Along the spectrum of children with autism, there is a truly wide variety of cognitive and language abilities. Despite this extensive range of abilities, groundbreaking research done in 1979 by Dr. Judith Gould and Dr. Lorna Wing found that social interaction is usually an area of difficulty for children diagnosed with an autism spectrum disorder. This may include challenges in developing social relationships with peers, issues with appropriate verbal and non-verbal communication, and difficulty in participating in interpersonal play and imaginative activities.
Of course, it is not to say that autistic children will never be able to learn or all struggle with these skills, but many may need extra practice in these areas to improve. While most children learn social skills by watching their peers, imitating, and refining their skills with age and experience, children with an autism spectrum disorder may find this difficult and therefore miss out on many opportunities to practice these skills.
To help children with autism avoid becoming bewildered and overwhelmed in social situations, Australian researcher Gail Alvares has come up with an ingenious idea.
As part of her work at the University of Western Australia and the Telethons Kids Institute, Alvares is working on a video game project, currently titled Frankie and Friends, that aims to help kids with autism practice processing social information and respond appropriately. The (so far) three games Alvares is developing are intended for children ages 5 to 12, and focus on a sausage dog named Frankie who needs help finding his friends.

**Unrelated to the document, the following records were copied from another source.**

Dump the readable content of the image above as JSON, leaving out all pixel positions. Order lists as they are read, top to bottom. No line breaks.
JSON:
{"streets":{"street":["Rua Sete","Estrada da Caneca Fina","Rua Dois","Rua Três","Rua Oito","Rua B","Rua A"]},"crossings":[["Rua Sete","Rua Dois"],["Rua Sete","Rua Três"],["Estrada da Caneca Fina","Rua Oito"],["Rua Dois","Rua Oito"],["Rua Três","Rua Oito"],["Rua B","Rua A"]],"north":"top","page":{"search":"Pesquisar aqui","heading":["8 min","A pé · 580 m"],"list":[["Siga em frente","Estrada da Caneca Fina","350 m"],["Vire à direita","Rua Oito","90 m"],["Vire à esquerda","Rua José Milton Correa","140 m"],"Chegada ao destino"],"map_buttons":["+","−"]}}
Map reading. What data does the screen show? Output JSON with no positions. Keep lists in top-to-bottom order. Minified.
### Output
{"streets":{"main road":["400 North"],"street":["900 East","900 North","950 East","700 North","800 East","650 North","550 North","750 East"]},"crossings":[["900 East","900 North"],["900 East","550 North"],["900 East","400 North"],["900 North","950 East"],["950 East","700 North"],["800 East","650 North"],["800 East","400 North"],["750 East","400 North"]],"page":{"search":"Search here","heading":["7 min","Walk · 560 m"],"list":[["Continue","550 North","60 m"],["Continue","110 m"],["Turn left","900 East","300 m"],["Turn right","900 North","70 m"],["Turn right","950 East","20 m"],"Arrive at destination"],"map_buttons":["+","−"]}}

Alvares explains, “All three (games) target particular social skills that we think at least some kids with autism would find challenging…like understanding emotions, being able to pay attention to faces over objects…and being able to follow somebody else’s gaze.”
Of course, the games are intended to disguise learning with fun, so kids don’t realize that they’re training or doing any work. There’s also no language component or written instructions to confuse or overwhelm especially sensitive children.
This idea of serious gaming, or gaming with a purpose other than entertainment, has been used more frequently in recent years as research within autism intervention and therapy continues. Although the game is very promising, Alvares and her research team want to test the effectiveness of Frankie and Friends with autistic children in extensive trials before making the games available to the public.
Once the game is proved to be engaging, fun, and effective, Alvares and her team hope that Frankie and Friends can become a platform to develop a range of serious games to target other issues that autism spectrum disorder children may struggle with. These may include going to the dentist, hairdresser, navigating crowds, or even responding to natural disasters.